OTJIWARONGO: A three-year-old boy here is suffering from an imperforate anus, a situation that is highly stressful for his mother.
It is a defect that is present from birth (congenital), in which the opening to the anus is missing or blocked. The anus is the opening to the rectum through which stools leave the body.
The 21-year-old Haita Kapango told Nampa in an exclusive interview on Tuesday that she delivered her son, Kemba Herman Nyango, in the Rundu State Hospital in the Kavango Region during February 2009.
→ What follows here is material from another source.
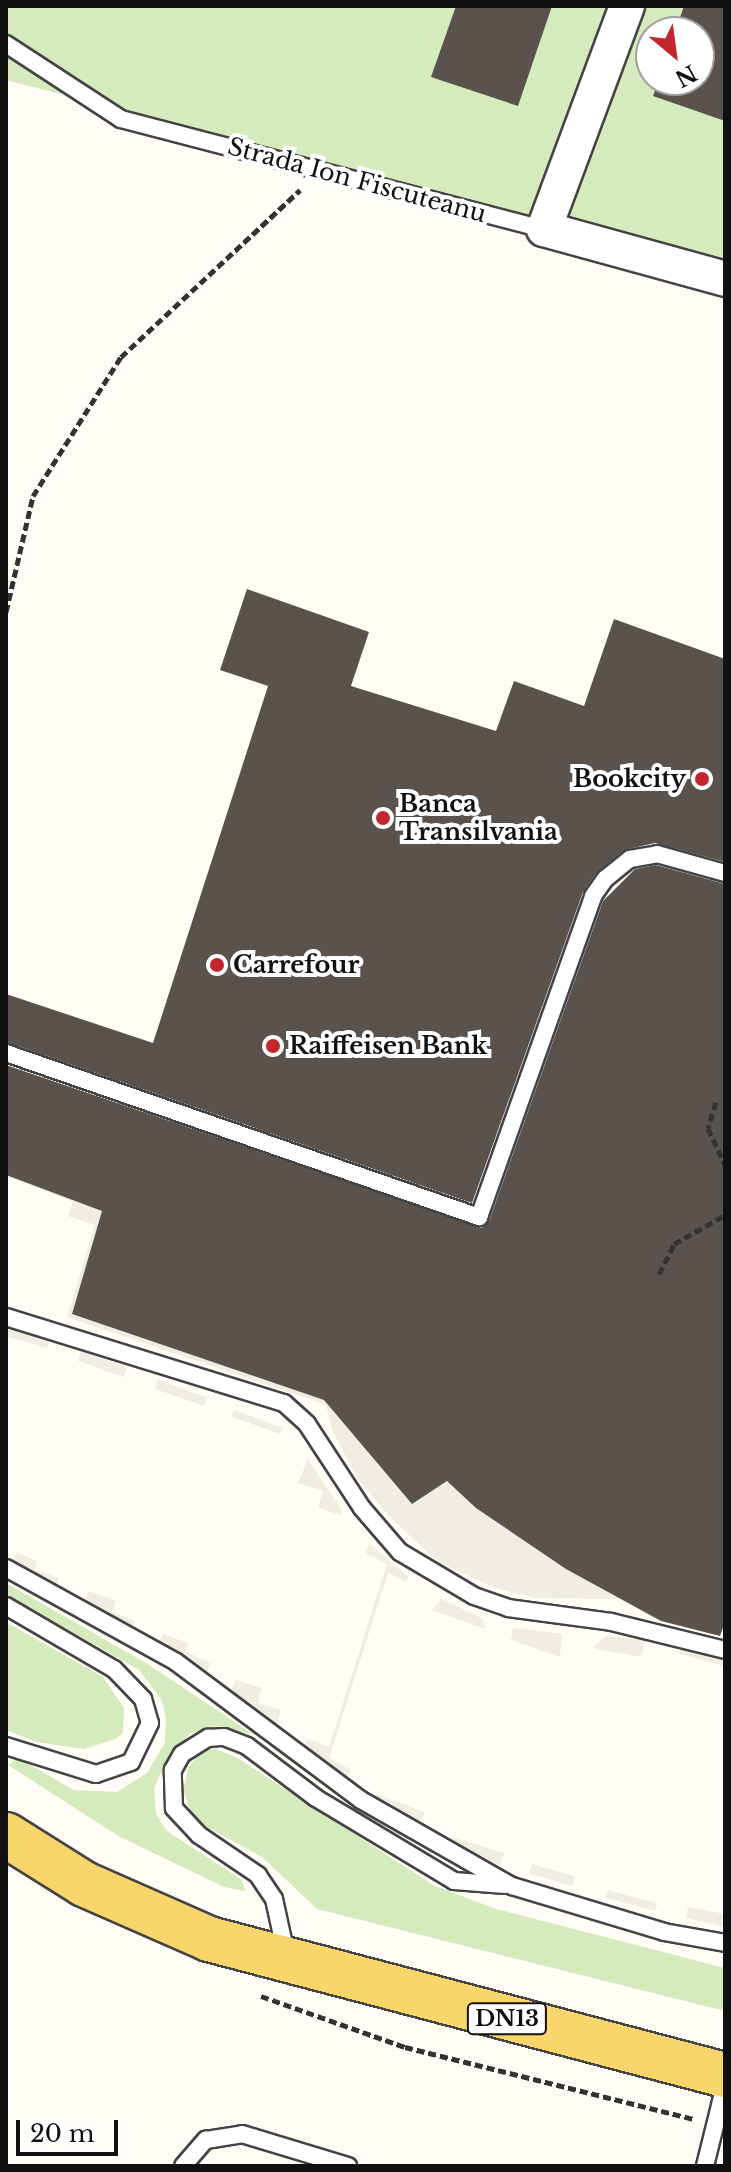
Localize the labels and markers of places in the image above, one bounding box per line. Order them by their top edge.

Two days after his birth, he was diagnosed with excretion defects. He was then operated on to enable him to discharge human waste through an exposed bowel through his stomach.
The excreted faeces can be seen in a plastic bag tied around the exposed bowel on his stomach.
Nyango can, luckily, urinate on his own.
Since then, Kapango and her child have been in and out of the Katutura State Hospital in the capital, where her son was referred to for higher-level medical treatment.
In February this year, Kapango was told by doctors to wait until her child grows older to undergo another operation.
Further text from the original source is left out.